While intertwining humorous stories of her time in both politics and commentary, keynote speaker and Wall Street Journal columnist Peggy Noonan spoke to the Conference pillar of “trust.” To rebuild trust and make America a more peaceful nation, the responsibility falls not on leaders and institutions, but on individuals in their daily life, Noonan said.

The Pulitzer Prize-winning columnist stressed that the nation is facing an epidemic of tactlessness. While it may be an antiquated virtue, tact is crucial in both personal interactions as well as efforts to address society’s most perplexing issues.

Her call to action? Be one of the few. Despite their monolithic appearance and often imposing veneer, America’s civic and societal institutions are alarmingly fragile and highly dependent on human effort. They are saved every day only by the quite heroism of the few who decide to make a difference.

“… Our mighty institutions — the grand marble courthouses, gleaming government buildings, and soaring cathedrals — are in daily need of saving … by the wisdom and patience, by the quiet heroism of the few, of the good boss, of the manager who doesn’t think, ‘This company exists to employ me, this company exists to provide a service and to help people, and I have a great job in it.’ Try to have a sense of not a job, but a vocation,” Noonan said.

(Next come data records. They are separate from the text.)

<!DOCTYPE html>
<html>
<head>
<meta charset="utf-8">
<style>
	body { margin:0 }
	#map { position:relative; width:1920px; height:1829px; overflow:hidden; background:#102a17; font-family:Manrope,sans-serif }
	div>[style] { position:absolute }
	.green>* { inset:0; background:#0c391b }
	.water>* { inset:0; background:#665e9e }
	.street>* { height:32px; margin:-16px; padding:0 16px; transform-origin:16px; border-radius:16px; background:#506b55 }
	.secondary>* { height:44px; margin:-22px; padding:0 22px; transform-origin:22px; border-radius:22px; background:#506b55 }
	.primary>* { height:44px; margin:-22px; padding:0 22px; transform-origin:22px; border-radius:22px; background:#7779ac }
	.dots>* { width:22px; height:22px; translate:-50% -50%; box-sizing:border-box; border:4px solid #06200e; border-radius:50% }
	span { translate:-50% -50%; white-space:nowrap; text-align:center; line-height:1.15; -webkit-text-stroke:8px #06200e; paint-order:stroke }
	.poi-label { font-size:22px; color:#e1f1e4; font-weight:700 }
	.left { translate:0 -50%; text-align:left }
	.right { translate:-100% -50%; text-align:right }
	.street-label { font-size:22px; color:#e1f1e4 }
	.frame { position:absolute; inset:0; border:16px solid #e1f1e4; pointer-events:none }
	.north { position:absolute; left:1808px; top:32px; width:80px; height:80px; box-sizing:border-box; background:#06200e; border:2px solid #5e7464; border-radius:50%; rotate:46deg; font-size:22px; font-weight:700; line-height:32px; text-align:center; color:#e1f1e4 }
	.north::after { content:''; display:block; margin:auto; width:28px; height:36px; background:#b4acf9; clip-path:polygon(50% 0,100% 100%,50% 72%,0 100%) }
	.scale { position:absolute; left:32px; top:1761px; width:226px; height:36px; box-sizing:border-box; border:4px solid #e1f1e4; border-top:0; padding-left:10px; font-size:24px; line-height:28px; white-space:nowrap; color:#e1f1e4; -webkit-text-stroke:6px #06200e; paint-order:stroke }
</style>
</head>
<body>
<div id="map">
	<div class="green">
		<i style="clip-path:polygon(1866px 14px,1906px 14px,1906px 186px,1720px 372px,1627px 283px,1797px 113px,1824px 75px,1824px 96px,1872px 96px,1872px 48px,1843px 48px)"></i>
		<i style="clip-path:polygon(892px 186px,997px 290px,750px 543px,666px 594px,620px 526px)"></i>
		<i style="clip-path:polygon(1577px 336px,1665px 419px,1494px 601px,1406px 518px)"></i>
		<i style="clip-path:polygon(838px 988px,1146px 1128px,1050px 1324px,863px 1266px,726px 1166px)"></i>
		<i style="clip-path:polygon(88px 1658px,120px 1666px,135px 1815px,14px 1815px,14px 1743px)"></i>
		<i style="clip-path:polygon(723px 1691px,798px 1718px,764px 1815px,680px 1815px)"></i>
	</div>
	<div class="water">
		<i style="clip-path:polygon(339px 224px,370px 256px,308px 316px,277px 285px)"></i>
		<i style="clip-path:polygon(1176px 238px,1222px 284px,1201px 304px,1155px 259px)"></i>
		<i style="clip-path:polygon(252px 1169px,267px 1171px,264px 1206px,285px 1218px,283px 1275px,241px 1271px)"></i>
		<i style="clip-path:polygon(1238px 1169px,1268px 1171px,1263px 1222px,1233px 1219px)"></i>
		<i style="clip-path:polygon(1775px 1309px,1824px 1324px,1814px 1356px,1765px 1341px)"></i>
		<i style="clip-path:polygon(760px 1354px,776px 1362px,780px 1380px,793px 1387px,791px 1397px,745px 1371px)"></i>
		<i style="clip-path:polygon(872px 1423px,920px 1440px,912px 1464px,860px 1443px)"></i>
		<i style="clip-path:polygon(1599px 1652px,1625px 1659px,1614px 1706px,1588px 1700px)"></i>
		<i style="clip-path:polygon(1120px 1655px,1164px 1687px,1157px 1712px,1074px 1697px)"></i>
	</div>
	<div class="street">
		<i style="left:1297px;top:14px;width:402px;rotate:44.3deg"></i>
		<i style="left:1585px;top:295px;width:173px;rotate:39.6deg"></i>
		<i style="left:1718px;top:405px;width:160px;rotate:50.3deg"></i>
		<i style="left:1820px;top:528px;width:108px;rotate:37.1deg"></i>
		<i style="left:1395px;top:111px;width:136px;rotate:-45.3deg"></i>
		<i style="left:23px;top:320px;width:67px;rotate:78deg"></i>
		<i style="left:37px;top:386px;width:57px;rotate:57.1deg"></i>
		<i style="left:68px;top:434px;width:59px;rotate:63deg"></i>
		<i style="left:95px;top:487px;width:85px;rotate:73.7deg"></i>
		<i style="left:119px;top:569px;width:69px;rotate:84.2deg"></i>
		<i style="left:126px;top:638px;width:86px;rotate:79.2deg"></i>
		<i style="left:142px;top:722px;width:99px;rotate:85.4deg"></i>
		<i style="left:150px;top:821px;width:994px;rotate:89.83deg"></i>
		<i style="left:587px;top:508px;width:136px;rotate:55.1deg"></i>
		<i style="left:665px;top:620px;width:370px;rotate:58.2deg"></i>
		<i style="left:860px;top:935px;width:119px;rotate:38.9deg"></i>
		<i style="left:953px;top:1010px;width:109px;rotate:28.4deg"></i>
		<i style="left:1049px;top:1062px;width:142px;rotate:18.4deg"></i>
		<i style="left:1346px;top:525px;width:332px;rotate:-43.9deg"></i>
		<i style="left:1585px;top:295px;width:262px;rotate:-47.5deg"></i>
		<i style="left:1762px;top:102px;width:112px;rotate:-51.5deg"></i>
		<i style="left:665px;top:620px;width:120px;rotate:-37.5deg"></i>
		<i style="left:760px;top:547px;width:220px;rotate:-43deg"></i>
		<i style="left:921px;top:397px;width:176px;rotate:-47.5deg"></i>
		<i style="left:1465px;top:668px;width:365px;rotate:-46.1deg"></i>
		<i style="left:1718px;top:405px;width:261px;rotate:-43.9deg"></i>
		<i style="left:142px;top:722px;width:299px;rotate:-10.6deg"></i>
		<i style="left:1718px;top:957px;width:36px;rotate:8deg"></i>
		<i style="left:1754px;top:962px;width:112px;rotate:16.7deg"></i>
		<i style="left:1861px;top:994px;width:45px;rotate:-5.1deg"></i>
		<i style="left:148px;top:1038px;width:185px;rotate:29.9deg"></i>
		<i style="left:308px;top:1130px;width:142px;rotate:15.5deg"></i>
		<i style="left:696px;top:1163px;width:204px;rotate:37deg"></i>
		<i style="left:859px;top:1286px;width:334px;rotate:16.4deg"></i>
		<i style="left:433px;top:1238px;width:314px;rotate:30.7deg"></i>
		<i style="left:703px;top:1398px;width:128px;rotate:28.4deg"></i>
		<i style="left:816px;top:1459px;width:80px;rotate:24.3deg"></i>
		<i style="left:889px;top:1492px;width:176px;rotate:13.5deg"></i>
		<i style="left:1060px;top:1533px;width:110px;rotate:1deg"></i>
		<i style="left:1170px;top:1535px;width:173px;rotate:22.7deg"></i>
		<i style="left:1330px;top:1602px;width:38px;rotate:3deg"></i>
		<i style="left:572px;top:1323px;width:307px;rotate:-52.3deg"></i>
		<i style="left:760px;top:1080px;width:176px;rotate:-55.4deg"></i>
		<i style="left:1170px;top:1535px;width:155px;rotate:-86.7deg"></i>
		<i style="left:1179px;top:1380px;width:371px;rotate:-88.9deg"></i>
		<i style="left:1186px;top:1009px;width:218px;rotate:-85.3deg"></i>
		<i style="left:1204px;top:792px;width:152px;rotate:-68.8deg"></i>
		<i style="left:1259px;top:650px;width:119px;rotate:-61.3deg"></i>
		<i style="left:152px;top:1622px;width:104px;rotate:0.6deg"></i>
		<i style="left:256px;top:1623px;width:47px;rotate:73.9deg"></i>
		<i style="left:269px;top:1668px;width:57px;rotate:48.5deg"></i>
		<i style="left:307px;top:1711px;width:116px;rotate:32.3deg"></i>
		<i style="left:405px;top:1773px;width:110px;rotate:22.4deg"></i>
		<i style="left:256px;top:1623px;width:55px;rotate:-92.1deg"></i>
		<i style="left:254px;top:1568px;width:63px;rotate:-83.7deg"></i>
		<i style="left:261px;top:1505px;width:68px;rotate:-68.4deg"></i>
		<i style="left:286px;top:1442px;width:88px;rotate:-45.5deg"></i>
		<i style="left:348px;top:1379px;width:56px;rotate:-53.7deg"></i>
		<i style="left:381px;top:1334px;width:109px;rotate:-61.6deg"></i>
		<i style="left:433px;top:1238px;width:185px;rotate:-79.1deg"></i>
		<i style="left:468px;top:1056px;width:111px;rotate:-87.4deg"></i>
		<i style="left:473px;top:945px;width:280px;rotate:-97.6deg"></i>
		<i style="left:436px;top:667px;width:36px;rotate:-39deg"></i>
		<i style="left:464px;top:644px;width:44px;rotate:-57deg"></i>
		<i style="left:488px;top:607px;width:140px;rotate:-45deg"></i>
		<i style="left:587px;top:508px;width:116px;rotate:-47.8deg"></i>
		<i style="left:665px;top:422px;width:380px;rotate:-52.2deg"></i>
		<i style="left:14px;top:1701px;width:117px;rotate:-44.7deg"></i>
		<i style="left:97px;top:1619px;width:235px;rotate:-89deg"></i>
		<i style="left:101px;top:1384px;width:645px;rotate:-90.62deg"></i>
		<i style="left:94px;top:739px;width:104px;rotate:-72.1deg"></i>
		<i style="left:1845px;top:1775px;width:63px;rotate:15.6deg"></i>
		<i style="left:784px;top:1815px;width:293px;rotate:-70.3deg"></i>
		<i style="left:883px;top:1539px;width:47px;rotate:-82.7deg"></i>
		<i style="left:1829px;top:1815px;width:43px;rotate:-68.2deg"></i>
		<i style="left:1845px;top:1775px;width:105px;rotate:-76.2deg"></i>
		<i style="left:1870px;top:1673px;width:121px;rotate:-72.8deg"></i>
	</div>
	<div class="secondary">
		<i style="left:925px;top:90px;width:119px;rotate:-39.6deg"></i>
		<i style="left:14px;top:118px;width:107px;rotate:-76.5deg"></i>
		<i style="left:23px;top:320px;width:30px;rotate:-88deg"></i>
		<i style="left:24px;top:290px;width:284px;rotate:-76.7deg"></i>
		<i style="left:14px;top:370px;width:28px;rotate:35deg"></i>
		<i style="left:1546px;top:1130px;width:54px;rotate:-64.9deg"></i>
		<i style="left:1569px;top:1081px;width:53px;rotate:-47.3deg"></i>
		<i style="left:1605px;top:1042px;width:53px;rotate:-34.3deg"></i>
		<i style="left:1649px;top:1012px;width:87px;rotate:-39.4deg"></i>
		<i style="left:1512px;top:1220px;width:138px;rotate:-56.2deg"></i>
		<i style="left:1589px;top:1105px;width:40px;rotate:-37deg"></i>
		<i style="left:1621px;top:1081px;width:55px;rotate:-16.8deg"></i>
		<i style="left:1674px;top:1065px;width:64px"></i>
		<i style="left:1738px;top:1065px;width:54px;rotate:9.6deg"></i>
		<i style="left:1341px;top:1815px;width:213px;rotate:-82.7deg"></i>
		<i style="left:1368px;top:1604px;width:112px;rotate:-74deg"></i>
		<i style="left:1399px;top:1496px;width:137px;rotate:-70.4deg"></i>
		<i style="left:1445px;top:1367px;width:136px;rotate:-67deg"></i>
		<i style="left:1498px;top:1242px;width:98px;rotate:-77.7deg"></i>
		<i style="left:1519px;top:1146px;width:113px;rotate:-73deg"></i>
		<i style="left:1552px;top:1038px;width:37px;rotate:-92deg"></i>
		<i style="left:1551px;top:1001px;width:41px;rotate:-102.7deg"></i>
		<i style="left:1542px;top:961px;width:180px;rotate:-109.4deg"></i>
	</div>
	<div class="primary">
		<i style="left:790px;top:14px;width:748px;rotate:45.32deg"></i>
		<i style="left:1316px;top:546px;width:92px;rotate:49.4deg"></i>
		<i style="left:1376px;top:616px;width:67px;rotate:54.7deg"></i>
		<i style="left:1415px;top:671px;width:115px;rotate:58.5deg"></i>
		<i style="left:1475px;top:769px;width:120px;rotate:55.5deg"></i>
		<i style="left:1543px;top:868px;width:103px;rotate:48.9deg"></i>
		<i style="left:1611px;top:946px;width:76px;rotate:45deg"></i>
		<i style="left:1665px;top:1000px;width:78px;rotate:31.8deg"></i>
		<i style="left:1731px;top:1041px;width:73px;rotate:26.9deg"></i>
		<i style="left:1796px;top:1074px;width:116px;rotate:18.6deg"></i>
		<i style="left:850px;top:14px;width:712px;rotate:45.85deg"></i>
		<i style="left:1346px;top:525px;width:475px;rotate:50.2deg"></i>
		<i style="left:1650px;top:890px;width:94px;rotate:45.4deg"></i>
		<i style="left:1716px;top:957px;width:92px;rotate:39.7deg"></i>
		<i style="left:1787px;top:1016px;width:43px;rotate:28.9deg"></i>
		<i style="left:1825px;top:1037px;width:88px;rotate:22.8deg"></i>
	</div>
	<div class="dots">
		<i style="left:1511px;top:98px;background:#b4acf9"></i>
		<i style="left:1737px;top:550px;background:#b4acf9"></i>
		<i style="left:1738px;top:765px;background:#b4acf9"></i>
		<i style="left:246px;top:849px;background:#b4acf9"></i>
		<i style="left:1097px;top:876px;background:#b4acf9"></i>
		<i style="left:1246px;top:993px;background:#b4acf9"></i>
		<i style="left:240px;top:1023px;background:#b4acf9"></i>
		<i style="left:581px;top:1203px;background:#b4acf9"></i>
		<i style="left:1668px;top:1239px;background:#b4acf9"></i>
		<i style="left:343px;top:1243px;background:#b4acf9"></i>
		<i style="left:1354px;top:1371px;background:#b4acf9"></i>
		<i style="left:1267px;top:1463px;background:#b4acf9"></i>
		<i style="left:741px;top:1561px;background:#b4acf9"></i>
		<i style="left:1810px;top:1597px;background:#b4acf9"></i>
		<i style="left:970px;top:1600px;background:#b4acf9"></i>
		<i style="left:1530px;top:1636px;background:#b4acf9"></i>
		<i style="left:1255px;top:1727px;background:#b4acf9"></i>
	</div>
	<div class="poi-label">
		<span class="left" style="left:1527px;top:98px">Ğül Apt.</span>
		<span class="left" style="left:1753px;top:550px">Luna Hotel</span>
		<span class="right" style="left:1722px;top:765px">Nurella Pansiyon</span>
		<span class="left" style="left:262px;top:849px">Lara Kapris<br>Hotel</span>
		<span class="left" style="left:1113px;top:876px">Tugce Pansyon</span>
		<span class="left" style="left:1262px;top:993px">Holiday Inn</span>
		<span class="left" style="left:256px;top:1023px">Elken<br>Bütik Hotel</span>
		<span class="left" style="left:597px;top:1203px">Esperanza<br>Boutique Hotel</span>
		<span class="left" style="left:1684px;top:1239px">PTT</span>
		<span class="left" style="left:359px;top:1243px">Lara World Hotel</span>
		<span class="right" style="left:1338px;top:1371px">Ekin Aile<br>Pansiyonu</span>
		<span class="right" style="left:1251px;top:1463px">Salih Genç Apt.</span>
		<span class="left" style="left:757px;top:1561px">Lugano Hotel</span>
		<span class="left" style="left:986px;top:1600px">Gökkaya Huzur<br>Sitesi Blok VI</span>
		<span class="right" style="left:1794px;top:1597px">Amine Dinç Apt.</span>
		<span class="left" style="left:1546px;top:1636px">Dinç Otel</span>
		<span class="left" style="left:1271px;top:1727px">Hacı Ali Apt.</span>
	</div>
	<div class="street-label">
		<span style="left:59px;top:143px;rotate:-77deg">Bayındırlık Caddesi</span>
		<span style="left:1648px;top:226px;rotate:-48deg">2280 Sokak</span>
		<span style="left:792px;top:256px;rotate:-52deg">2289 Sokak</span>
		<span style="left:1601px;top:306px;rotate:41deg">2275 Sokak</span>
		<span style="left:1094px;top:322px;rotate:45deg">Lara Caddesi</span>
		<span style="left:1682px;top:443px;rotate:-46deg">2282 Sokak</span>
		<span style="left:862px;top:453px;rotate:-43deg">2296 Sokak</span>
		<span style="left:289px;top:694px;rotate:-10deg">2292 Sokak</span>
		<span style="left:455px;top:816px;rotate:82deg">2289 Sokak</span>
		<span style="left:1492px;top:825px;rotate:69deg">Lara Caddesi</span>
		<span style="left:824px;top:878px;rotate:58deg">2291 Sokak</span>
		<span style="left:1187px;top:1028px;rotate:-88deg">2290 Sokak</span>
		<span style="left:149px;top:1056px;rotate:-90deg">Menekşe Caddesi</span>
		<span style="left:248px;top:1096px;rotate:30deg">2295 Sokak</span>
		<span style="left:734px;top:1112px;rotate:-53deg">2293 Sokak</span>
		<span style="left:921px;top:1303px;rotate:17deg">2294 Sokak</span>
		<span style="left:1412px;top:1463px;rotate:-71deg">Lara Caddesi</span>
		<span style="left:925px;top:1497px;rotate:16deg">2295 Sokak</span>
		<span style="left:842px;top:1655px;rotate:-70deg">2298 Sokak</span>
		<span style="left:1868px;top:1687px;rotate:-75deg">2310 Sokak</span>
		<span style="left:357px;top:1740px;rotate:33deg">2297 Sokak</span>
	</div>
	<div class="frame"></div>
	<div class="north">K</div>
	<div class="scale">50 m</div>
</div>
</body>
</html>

Following her address, Noonan was joined on stage by Detroit News columnist and associate business editor Daniel Howes for a brief Q&A session, where she shared her thoughts behind the rise and subsequent election of President Trump, and how the tension in America may be reaching a cultural fissure — a “Lincoln-esque moment,” where the country may break apart.

Key Takeaways:

  • America’s declining trust is a crisis. Declining trust in democratic institutions reflects a more dangerous lack of trust in ourselves and in democracy as a model of government.
  • All of us, but especially young people, should understand that institutions are only as strong as the people in them.
  • Strong beliefs are formed in adolescence, and it is up to community leaders to model to youth the way they should think of business, government, and other societal functions.
  • There is a gap between skepticism and cynicism. Skepticism is healthy, but cynicism is a hard-setting virus that attacks the will to make change.
  • In this moment in time, it is not President Trump’ stated mission or intent to rebuilt trust. A humble, more collegial government starts with states and communities, as leaders work to restore tactfulness and peace.

The session was sponsored by Consumers Energy.